What is required:
Gather every line of the entries that includes the word "sheet".

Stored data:
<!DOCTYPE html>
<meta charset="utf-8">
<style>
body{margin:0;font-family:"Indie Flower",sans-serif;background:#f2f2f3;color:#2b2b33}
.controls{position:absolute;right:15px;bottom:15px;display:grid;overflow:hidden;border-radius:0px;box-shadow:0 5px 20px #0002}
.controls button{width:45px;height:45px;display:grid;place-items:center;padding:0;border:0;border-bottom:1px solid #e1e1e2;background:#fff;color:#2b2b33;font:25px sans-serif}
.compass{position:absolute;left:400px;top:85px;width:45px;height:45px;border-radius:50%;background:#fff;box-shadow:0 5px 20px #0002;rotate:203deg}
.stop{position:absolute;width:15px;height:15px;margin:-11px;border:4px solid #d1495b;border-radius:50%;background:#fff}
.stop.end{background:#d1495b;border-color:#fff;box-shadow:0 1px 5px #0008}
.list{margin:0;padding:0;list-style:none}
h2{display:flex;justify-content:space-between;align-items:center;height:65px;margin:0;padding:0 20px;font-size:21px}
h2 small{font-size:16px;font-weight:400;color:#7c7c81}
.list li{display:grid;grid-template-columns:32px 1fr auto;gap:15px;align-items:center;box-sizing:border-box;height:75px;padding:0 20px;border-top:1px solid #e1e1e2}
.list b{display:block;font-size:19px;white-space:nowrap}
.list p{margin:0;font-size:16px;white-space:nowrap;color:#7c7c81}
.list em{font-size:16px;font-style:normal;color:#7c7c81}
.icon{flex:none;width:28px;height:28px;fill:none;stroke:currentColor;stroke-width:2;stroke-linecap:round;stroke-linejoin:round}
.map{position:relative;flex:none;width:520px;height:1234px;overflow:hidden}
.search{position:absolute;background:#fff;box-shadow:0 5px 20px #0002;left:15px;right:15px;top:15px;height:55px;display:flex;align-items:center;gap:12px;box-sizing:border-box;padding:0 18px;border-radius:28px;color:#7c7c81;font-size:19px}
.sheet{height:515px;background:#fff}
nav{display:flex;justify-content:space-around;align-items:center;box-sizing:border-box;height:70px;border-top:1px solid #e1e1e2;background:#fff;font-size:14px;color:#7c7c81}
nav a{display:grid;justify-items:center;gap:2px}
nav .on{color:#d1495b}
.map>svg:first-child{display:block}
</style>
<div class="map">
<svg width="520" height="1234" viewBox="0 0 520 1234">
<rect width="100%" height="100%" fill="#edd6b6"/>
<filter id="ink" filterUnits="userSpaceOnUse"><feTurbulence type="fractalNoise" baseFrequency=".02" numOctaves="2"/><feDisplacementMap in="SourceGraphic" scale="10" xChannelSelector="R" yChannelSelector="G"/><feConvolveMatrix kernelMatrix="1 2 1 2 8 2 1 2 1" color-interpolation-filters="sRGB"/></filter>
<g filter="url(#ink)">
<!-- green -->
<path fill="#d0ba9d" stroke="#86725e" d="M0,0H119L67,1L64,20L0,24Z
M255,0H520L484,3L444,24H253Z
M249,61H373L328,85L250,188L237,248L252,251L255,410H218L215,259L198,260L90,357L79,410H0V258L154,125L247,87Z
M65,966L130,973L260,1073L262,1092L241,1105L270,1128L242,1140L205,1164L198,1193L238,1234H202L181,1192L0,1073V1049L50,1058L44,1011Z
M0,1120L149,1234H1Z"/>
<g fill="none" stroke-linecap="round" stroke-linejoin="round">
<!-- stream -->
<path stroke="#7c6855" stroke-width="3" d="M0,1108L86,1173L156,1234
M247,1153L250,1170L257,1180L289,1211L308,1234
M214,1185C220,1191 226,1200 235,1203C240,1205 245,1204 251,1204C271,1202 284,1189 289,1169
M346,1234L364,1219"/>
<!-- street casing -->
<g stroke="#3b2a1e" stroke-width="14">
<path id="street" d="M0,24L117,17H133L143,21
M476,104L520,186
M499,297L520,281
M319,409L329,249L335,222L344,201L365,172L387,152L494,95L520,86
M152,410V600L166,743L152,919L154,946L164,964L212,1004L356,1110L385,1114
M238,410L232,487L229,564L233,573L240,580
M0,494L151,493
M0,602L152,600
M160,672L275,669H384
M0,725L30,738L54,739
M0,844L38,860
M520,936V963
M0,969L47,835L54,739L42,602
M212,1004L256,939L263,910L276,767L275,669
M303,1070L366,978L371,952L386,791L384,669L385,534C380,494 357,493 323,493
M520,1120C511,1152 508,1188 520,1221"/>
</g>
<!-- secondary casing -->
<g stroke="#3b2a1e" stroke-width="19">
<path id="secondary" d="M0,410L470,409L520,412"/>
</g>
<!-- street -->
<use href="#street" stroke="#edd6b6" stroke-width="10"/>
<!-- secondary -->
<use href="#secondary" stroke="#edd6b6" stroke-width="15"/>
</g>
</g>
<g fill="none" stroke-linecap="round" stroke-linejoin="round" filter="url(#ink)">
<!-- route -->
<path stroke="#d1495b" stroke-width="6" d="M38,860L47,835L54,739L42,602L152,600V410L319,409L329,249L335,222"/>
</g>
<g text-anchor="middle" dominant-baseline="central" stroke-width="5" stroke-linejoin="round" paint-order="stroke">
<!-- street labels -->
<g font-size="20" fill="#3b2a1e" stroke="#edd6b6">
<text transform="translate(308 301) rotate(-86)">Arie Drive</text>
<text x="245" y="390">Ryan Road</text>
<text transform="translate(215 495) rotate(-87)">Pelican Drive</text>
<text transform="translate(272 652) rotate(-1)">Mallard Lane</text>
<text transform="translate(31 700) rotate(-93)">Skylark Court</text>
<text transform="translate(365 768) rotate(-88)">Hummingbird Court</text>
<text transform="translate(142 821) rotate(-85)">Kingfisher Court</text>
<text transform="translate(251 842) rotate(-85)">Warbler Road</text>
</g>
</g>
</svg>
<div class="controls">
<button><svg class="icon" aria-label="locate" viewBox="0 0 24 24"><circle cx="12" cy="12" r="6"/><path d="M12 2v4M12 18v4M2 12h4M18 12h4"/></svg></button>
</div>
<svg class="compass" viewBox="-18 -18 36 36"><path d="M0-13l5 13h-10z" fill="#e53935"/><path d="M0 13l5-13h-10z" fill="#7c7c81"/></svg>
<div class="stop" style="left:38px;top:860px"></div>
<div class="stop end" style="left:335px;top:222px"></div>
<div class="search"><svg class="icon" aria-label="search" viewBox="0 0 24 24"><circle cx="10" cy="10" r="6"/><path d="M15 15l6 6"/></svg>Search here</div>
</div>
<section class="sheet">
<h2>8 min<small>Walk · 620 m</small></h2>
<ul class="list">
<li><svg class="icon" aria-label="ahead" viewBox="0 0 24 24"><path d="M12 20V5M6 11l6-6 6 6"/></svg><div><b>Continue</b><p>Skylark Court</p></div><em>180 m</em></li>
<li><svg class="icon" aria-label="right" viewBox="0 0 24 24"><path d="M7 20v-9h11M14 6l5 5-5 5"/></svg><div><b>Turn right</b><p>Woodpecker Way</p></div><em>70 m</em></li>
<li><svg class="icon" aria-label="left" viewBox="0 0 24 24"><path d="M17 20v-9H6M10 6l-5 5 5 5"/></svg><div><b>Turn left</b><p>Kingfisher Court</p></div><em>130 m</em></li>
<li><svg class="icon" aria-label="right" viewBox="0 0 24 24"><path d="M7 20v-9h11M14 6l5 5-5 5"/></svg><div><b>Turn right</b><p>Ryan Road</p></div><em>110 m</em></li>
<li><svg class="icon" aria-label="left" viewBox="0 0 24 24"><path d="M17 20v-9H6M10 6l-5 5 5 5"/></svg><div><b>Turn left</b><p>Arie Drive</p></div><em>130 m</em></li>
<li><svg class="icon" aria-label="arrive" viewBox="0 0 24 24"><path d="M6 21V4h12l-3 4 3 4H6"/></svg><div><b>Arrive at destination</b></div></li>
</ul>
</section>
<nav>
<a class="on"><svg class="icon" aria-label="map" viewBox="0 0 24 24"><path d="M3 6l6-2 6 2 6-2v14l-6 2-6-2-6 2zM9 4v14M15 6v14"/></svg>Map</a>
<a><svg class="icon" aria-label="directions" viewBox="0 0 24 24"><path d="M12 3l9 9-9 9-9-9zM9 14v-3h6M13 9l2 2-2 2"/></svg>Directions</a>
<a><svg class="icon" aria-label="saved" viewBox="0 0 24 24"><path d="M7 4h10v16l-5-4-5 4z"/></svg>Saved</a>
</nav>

Completed exercise:
.sheet{height:515px;background:#fff}
<section class="sheet">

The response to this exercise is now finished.